After two semesters of slogging through online courses, students are finally returning to in-person University operations. But the mental strain from the pandemic continues to weigh us down. Since last spring, students have been expressing their exhaustion from condensed semesters and challenges posed by the pandemic. As a member of the class of 2024, I share the pervasive feelings of burnout with my peers as we trudge through three consecutive terms. While the University has put Counseling and Psychological Services forth as an available resource for students, frustrations about CAPS still abound.

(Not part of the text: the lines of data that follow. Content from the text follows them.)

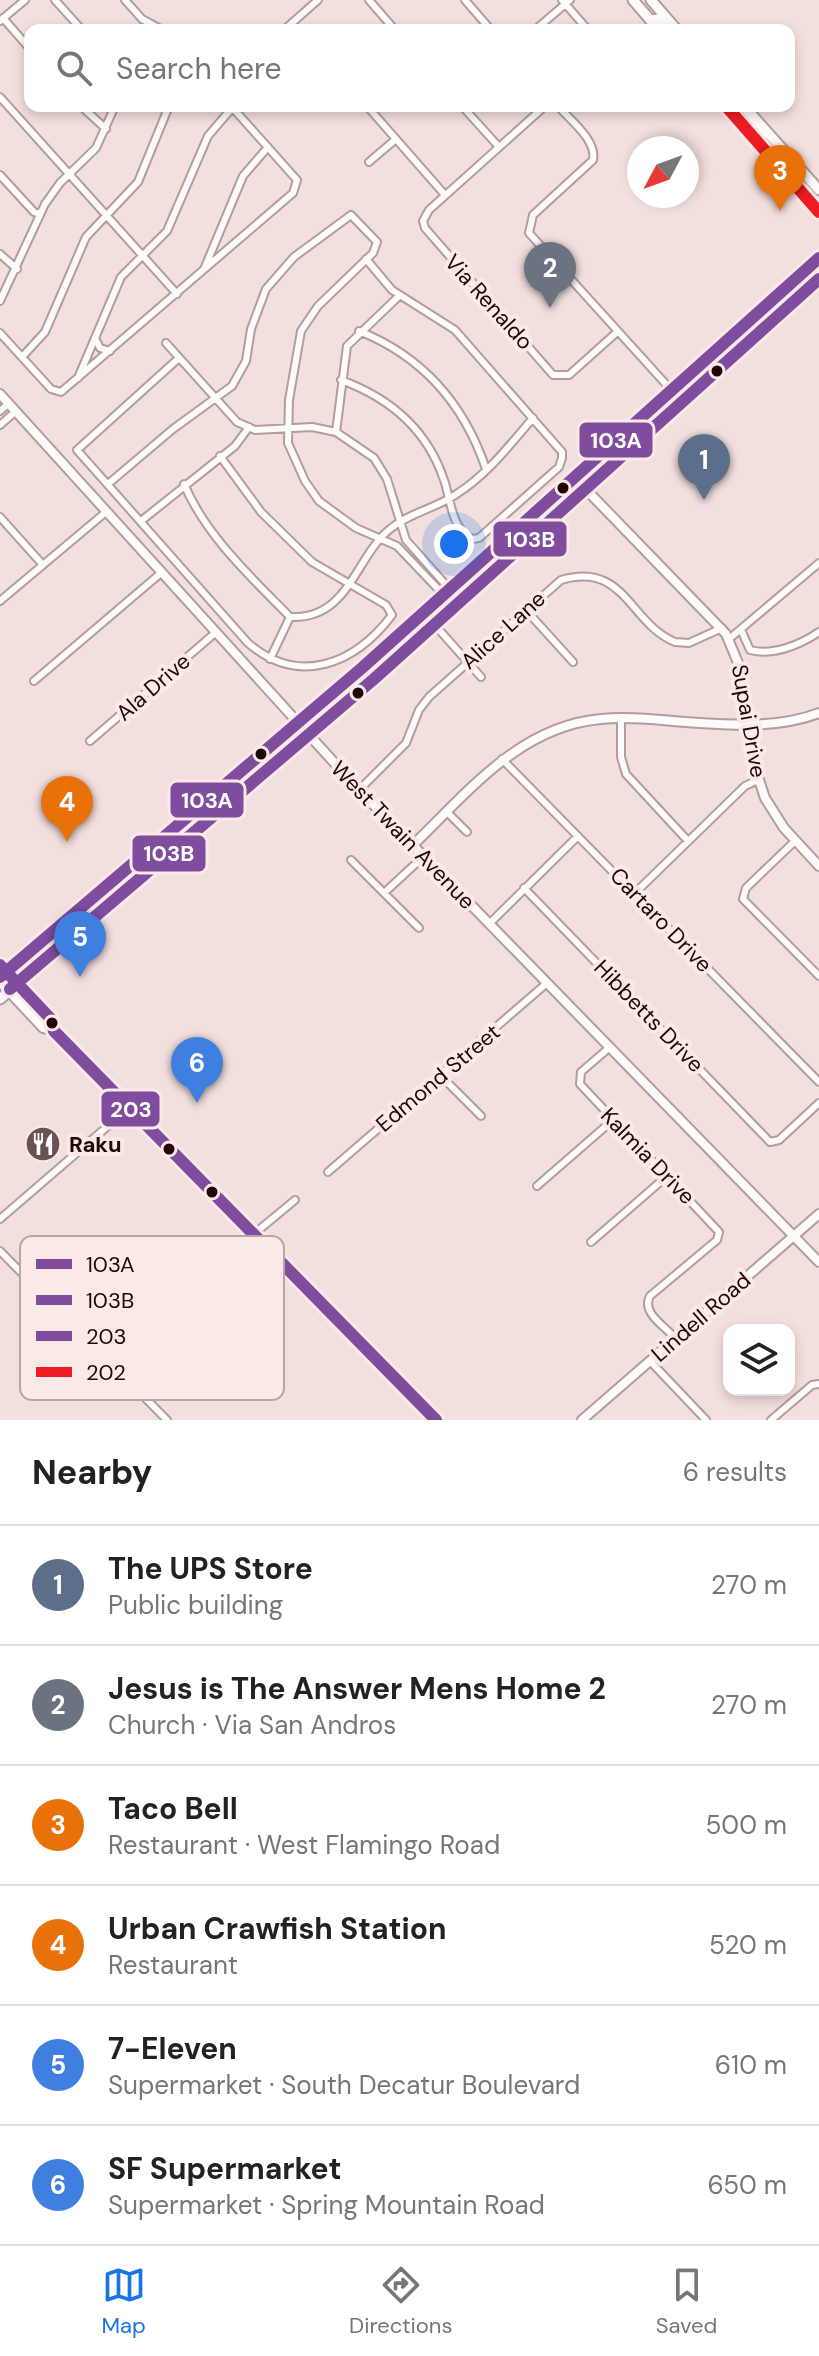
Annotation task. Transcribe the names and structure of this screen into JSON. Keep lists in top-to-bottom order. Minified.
{"streets":{"street":["Via Renaldo","Alice Lane","Ala Drive","Supai Drive","West Twain Avenue","Cartaro Drive","Hibbetts Drive","Edmond Street","Kalmia Drive","Lindell Road"]},"crossings":[["Alice Lane","Supai Drive"],["Alice Lane","West Twain Avenue"],["Ala Drive","West Twain Avenue"],["West Twain Avenue","Edmond Street"],["West Twain Avenue","Kalmia Drive"],["West Twain Avenue","Lindell Road"],["Kalmia Drive","Lindell Road"]],"places":{"restaurant":["Raku"]},"lines":["transit line 202","transit line 103A","transit line 103B","transit line 203"],"legend":["103A","103B","203","202"],"north":"bottom left","page":{"search":"Search here","pins":["3","2","1","4","5","6"],"heading":["Nearby","6 results"],"list":[{"mark":"1","name":"The UPS Store","note":"Public building","value":"270 m"},{"mark":"2","name":"Jesus is The Answer Mens Home 2","note":"Church · Via San Andros","value":"270 m"},{"mark":"3","name":"Taco Bell","note":"Restaurant · West Flamingo Road","value":"500 m"},{"mark":"4","name":"Urban Crawfish Station","note":"Restaurant","value":"520 m"},{"mark":"5","name":"7-Eleven","note":"Supermarket · South Decatur Boulevard","value":"610 m"},{"mark":"6","name":"SF Supermarket","note":"Supermarket · Spring Mountain Road","value":"650 m"}],"nav":["Map","Directions","Saved"]}}
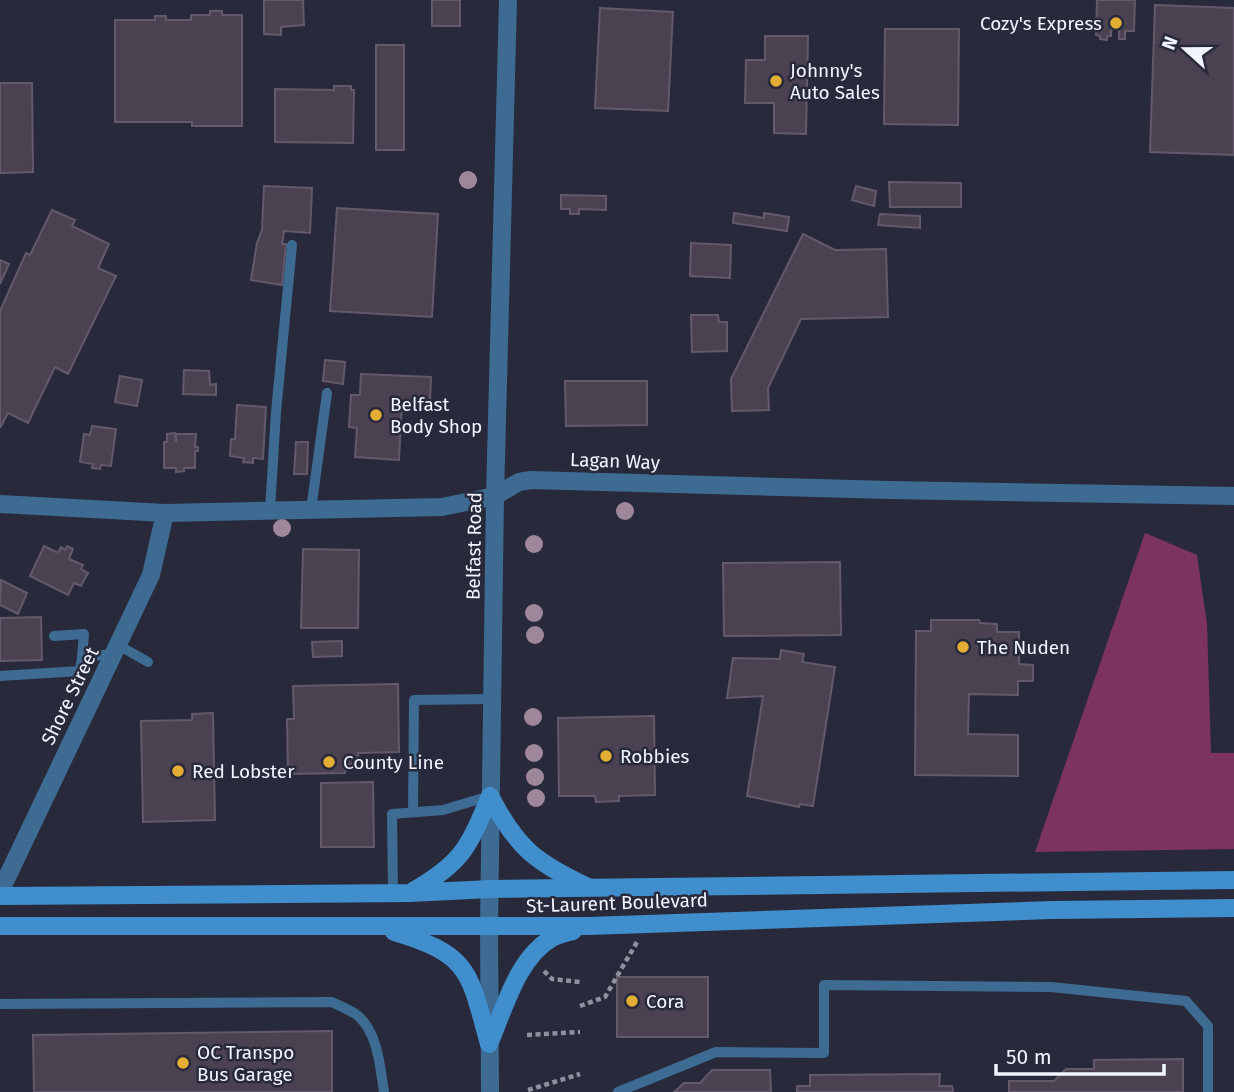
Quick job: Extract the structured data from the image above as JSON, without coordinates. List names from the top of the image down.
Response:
{
  "streets": {
    "main road": ["St-Laurent Boulevard"],
    "street": ["Lagan Way", "Belfast Road", "Shore Street"]
  },
  "crossings": [
    ["Lagan Way", "Belfast Road"],
    ["Lagan Way", "Shore Street"],
    ["Belfast Road", "St-Laurent Boulevard"],
    ["Shore Street", "St-Laurent Boulevard"]
  ],
  "places": [
    "Cozy's Express",
    "Johnny's Auto Sales",
    "Belfast Body Shop",
    "The Nuden",
    "Robbies",
    "County Line",
    "Red Lobster",
    "Cora",
    "OC Transpo Bus Garage"
  ],
  "scale_bar": "50 m",
  "north": "left"
}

Since 2017, CAPS has been trying to reach more students since it adopted a new model of care, establishing various workshops and training programs that are open to the entire Brown community. Under this new model, CAPS also shortened the wait time for a first appointment from more than two weeks to one day — which is significantly shorter than the national average of six business days, according to an annual survey from the Association for University and College Counseling Center Directors.
But despite this response rate, CAPS, like most mental health services across the country, largely operates passively in response to student mental health crises rather than actively mitigating the buildup to a crisis. CAPS only becomes active after a student has been struggling with mental health issues long enough to realize they need help and work up the courage to reach out. Instead, CAPS should try to meet students earlier by hosting wellness days and making its website more friendly to those who have little experience with mental health services.
Wellness days are a few scheduled days per semester when all members of a university take a break from their obligations to concentrate on their mental health. During the pandemic, many universities added wellness days to their academic calendars with the goal of alleviating student stress. These schools include, but are not limited to, Boston University, Duke University, Pennsylvania State University and the University of North Carolina at Chapel Hill. CAPS should work with the University to provide wellness days, beyond the pandemic, that can benefit all students while also promoting itself as an accessible resource on campus.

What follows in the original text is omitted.